Sans racines, « toute tradition religieuse perd sa fécondité », affirme le pape

Blaj, Roumanie, divine liturgie pour la béatification de 7 évêques martyrs gréco-catholiques © Vatican Media
Blaj, Roumanie, Divine Liturgie Pour La Béatification De 7 Évêques Martyrs Gréco-Catholiques © Vatican Media

Sans racines, « toute tradition religieuse perd sa fécondité », affirme le pape

Audience du Collège pontifical roumain

Le pape François a reçu en audience la communauté du Collège pontifical roumain, à l’occasion du 85ème anniversaire de sa fondation, ce jeudi 19 mai 2022, dans la Salle du Consistoire du palais apostolique du Vatican. Participaient à l’audience le père Gabriel, recteur, les supérieurs de la Congrégation pour les Eglises orientales, les prêtres, les étudiants et le personnel du Collège.
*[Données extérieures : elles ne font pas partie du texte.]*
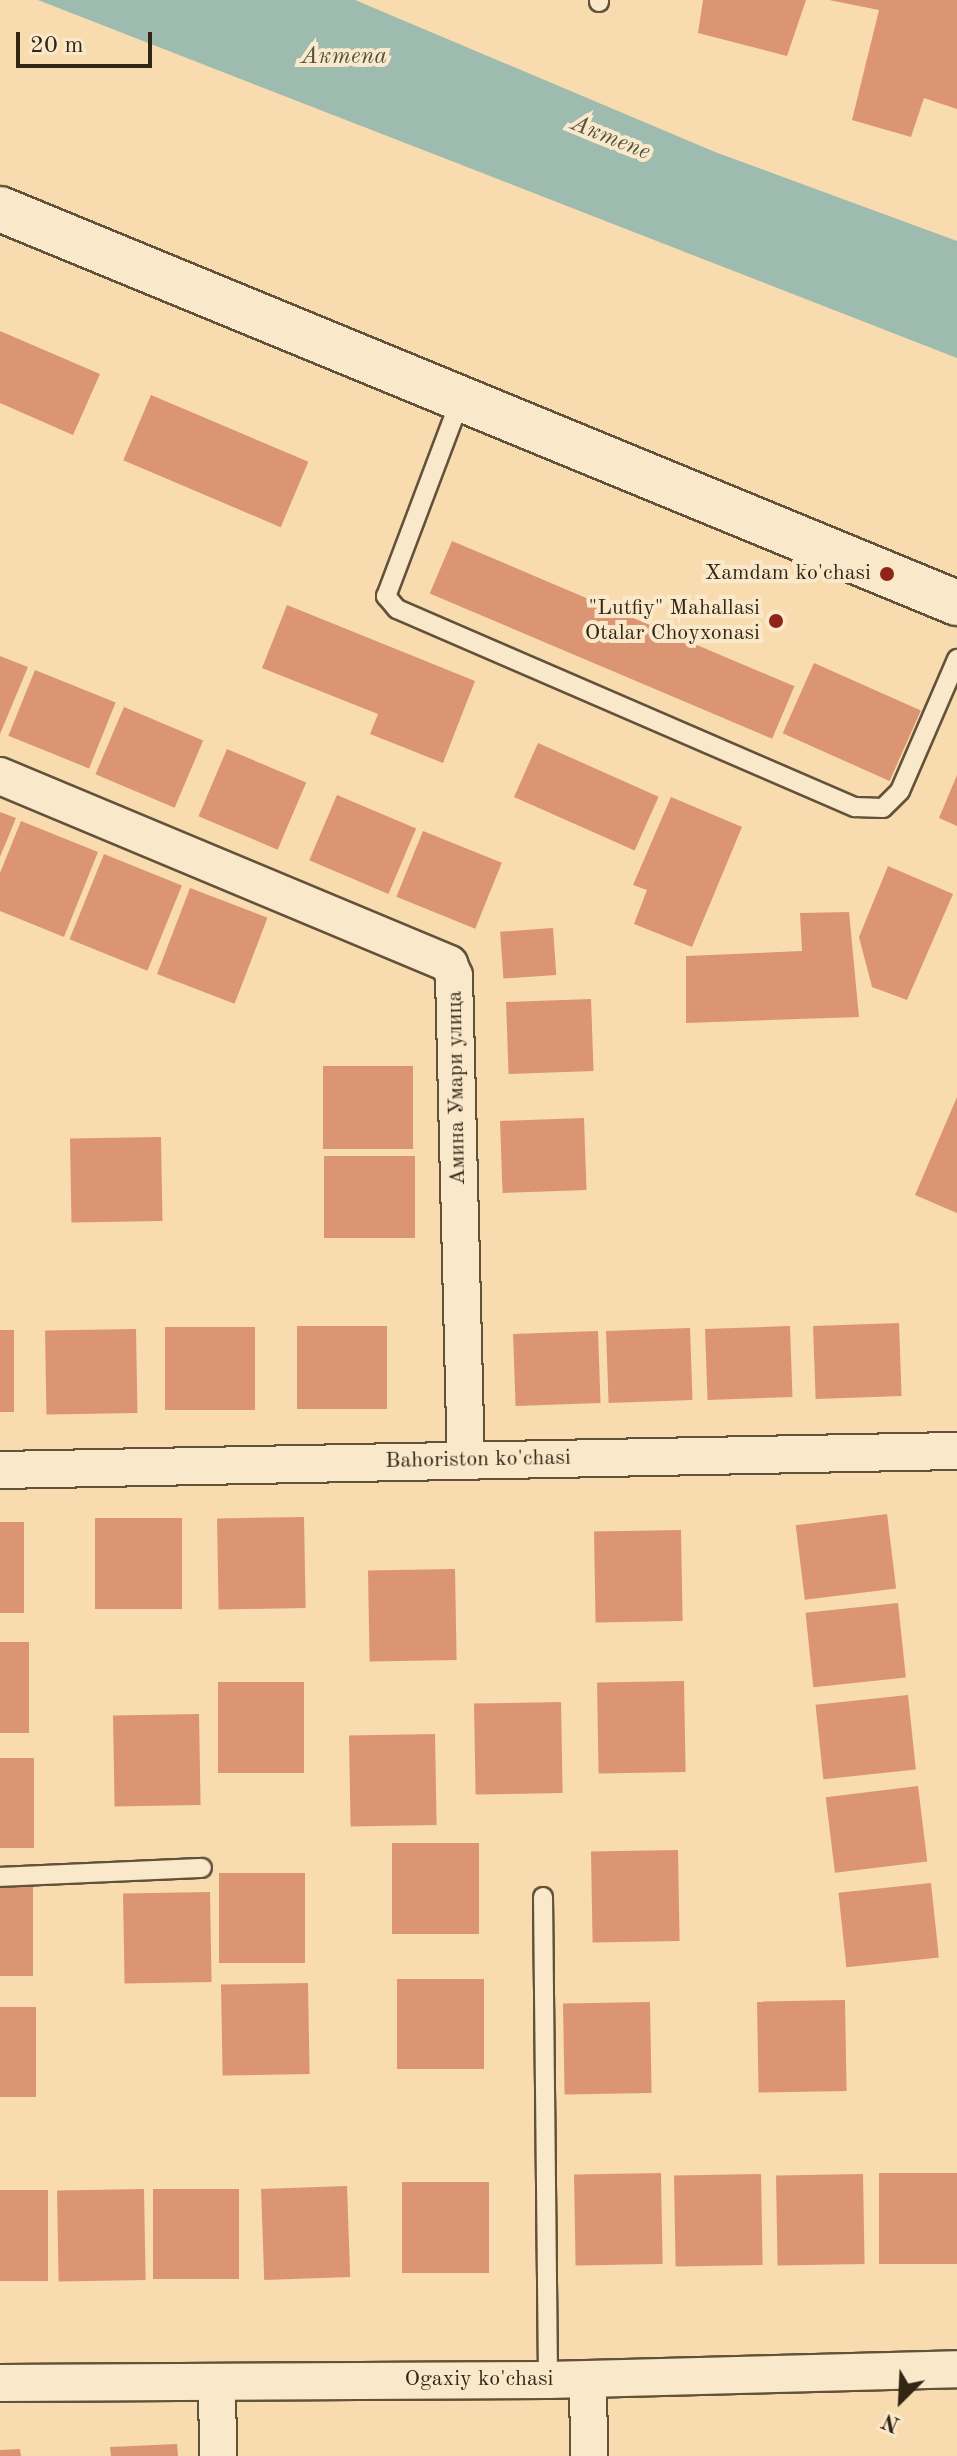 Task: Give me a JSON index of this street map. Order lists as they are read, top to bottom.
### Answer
{
  "streets": {
    "street": ["Амина Умари улица", "Bahoriston ko'chasi", "Ogaxiy ko'chasi"]
  },
  "crossings": [
    ["Амина Умари улица", "Bahoriston ko'chasi"]
  ],
  "water": ["Актепа", "Актепе"],
  "places": ["Xamdam ko'chasi", "\"Lutfiy\" Mahallasi Otalar Choyxonasi"],
  "scale_bar": "20 m",
  "north": "bottom left"
} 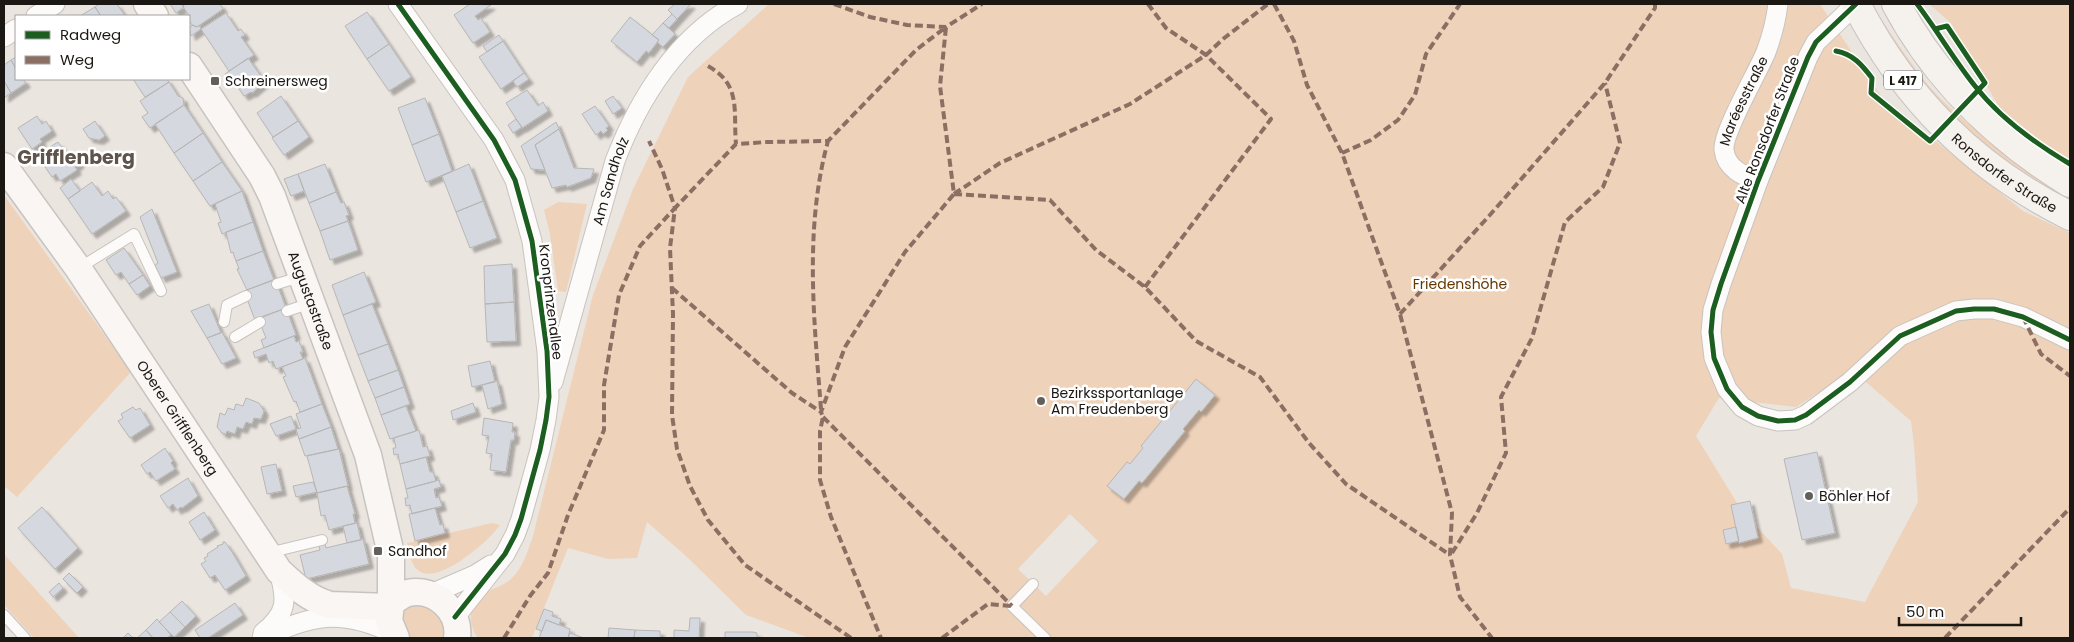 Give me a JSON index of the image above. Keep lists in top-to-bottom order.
{
  "streets": {
    "main road": [
      "L 417",
      "Ronsdorfer Straße",
      "Augustastraße",
      "Oberer Grifflenberg"
    ],
    "street": [
      "Maréesstraße",
      "Alte Ronsdorfer Straße",
      "Am Sandholz",
      "Kronprinzenallee"
    ]
  },
  "crossings": [
    ["Maréesstraße", "Alte Ronsdorfer Straße"],
    ["Alte Ronsdorfer Straße", "Ronsdorfer Straße"],
    ["Am Sandholz", "Kronprinzenallee"],
    ["Augustastraße", "Kronprinzenallee"],
    ["Augustastraße", "Oberer Grifflenberg"]
  ],
  "districts": ["Grifflenberg"],
  "parks": ["Friedenshöhe"],
  "places": {
    "transit": ["Schreinersweg", "Sandhof"],
    "other": ["Bezirkssportanlage Am Freudenberg", "Böhler Hof"]
  },
  "legend": ["Radweg", "Weg"],
  "scale_bar": "50 m"
} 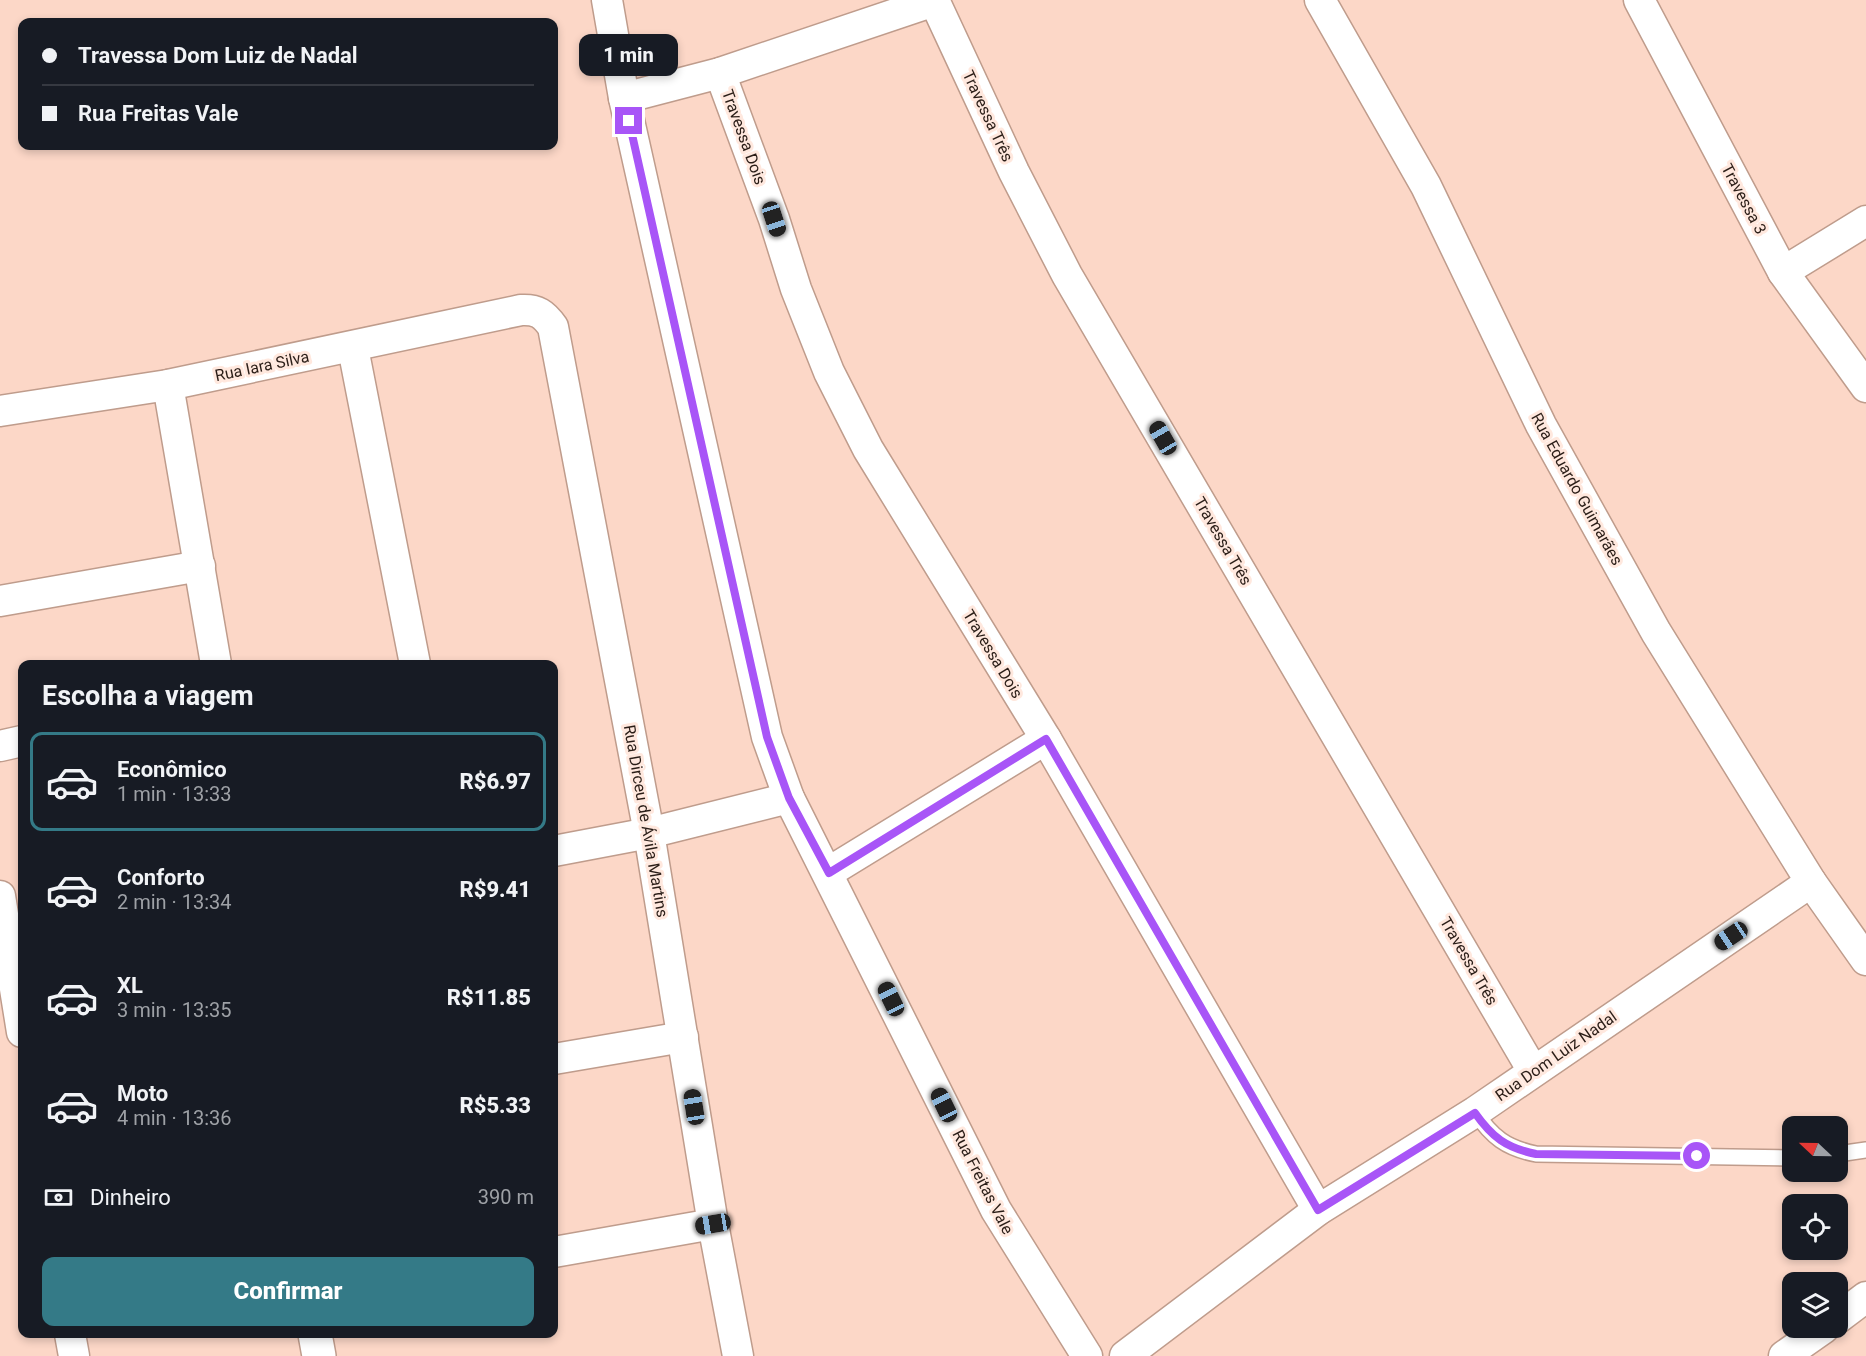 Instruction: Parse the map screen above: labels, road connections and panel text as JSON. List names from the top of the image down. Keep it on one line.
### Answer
{"streets":{"street":["Travessa Três","Travessa Dois","Travessa 3","Rua Iara Silva","Rua Eduardo Guimarães","Rua Dirceu de Ávila Martins","Rua Dom Luiz Nadal","Rua Freitas Vale"]},"crossings":[["Travessa Três","Rua Dom Luiz Nadal"],["Travessa Dois","Rua Dom Luiz Nadal"],["Rua Iara Silva","Rua Dirceu de Ávila Martins"],["Rua Eduardo Guimarães","Rua Dom Luiz Nadal"]],"north":"left","page":{"banner":["Travessa Dom Luiz de Nadal","Rua Freitas Vale"],"bubble":"1 min","heading":"Escolha a viagem","list":[{"name":"Econômico","note":"1 min · 13:33","value":"R$6.97"},{"name":"Conforto","note":"2 min · 13:34","value":"R$9.41"},{"name":"XL","note":"3 min · 13:35","value":"R$11.85"},{"name":"Moto","note":"4 min · 13:36","value":"R$5.33"}],"pay":["Dinheiro","390 m"],"buttons":"Confirmar"}} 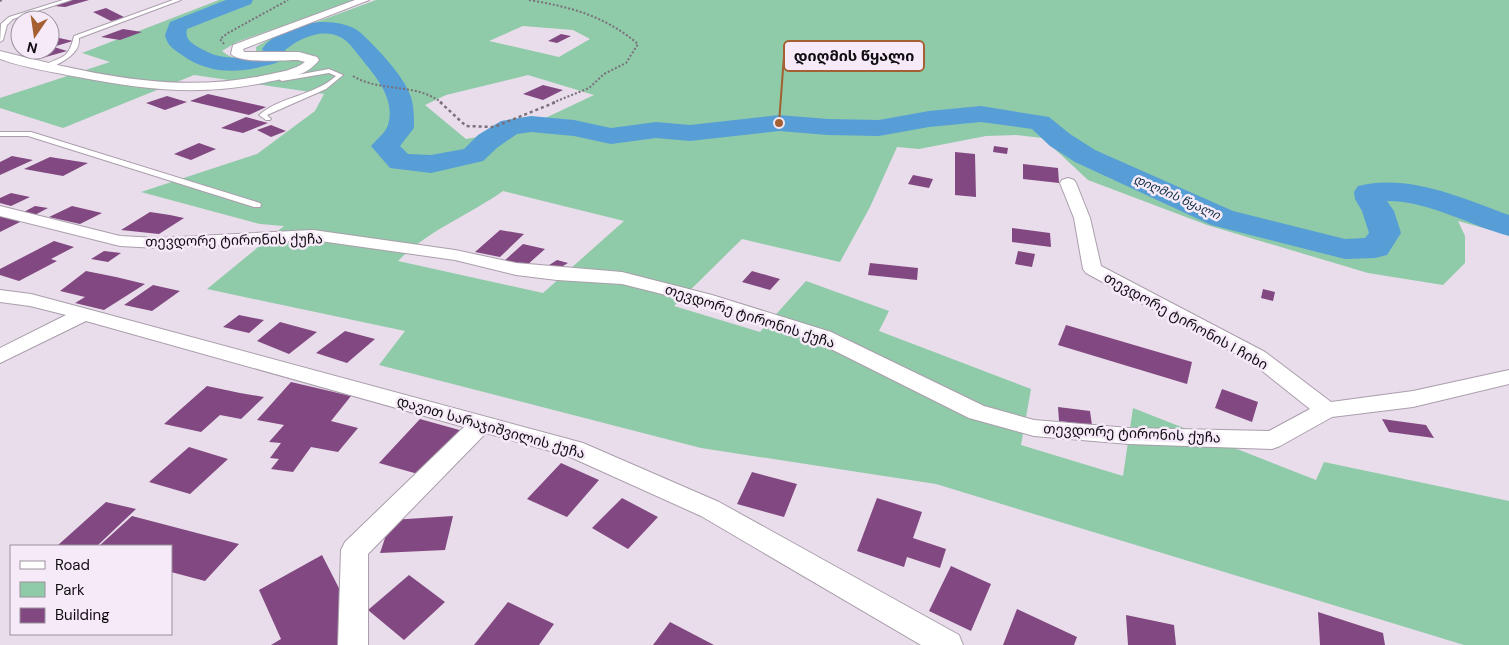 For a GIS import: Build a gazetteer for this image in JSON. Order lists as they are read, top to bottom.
{
  "streets": {
    "street": ["თევდორე ტირონის ქუჩა", "თევდორე ტირონის I ჩიხი", "დავით სარაჯიშვილის ქუჩა"]
  },
  "crossings": [
    ["თევდორე ტირონის ქუჩა", "თევდორე ტირონის I ჩიხი"]
  ],
  "water": ["დიღმის წყალი"],
  "places": ["დიღმის წყალი"],
  "legend": ["Road", "Park", "Building"],
  "north": "bottom"
} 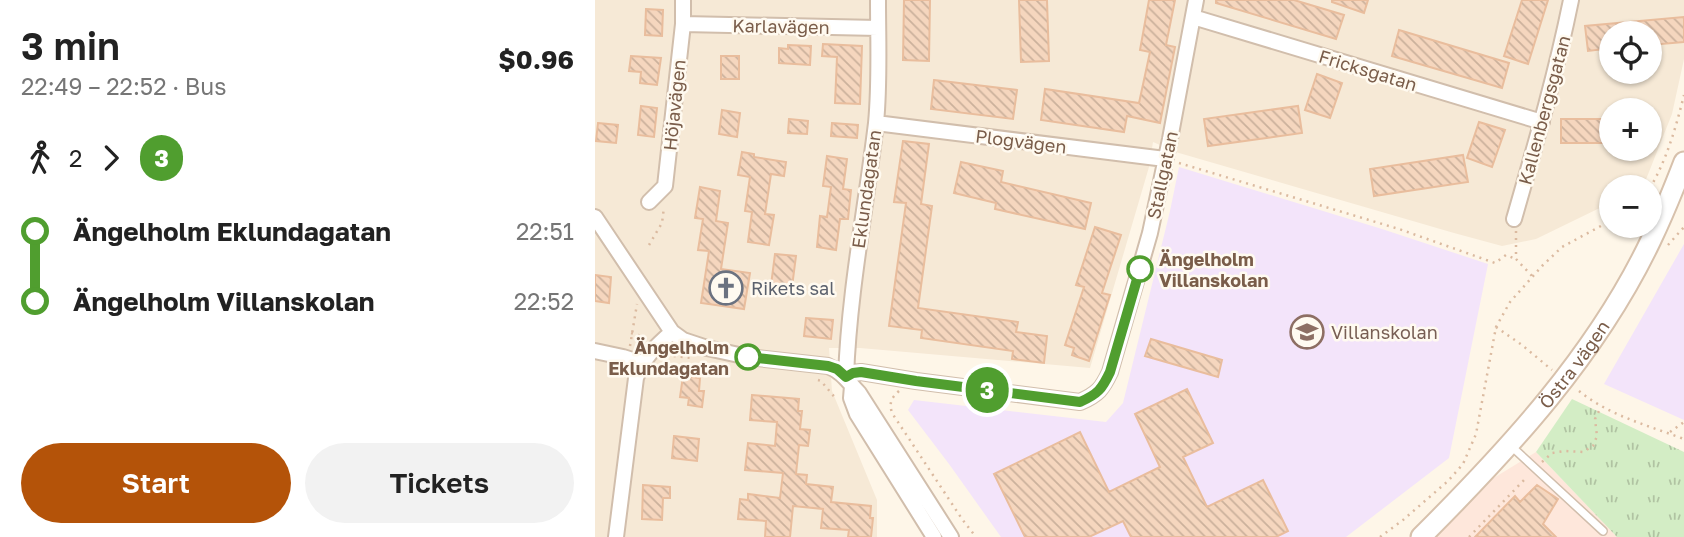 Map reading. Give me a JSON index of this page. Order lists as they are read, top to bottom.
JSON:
{
  "streets": {
    "main road": ["Östra vägen"],
    "street": [
      "Karlavägen",
      "Fricksgatan",
      "Höjavägen",
      "Kallenbergsgatan",
      "Plogvägen",
      "Stallgatan",
      "Eklundagatan"
    ]
  },
  "crossings": [
    ["Karlavägen", "Höjavägen"],
    ["Karlavägen", "Eklundagatan"],
    ["Fricksgatan", "Kallenbergsgatan"],
    ["Fricksgatan", "Stallgatan"],
    ["Plogvägen", "Stallgatan"],
    ["Plogvägen", "Eklundagatan"],
    ["Stallgatan", "Eklundagatan"]
  ],
  "places": {
    "other": ["Ängelholm Villanskolan", "Ängelholm Eklundagatan"],
    "church": ["Rikets sal"],
    "school or university": ["Villanskolan"]
  },
  "lines": ["bus line 3"],
  "page": {
    "heading": ["3 min", "22:49 – 22:52 · Bus", "$0.96"],
    "on_map": "3",
    "map_buttons": ["+", "−"],
    "legs": ["2", "3"],
    "list": [
      {
        "name": "Ängelholm Eklundagatan",
        "value": "22:51"
      },
      {
        "name": "Ängelholm Villanskolan",
        "value": "22:52"
      }
    ],
    "buttons": ["Start", "Tickets"]
  }
}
Se référant à son voyage en Roumanie, il y a deux ans, le pape François a évoqué les sept évêques martyrs pendant la seconde guerre mondiale, dont il avait célébré la béatification, « les donnant en exemple à tout le peuple romain ». « Vous êtes le fruit », leur a-t-il dit, de leur sacrifice « qui a permis aux racines de se greffer dans la terre, de devenir robustes et de porter du fruit ».

Les racines

A Rome, a souligné le pape, devant les témoignages de Pierre, Paul et de nombreux autres martyrs, « vous pouvez redécouvrir vos racines » et « réfléchir à la façon dont elles se sont formées ». Car « toute tradition religieuse perd sa fécondité » si elle oublie ses racines ». Avec le temps, a-t-il averti, le danger est de se « centrer toujours plus sur soi-même », sur « les aspects institutionnels », sur « la défense de son groupe, de son histoire et de ses privilèges » et, sans s’en rendre compte, de perdre « le goût du don ».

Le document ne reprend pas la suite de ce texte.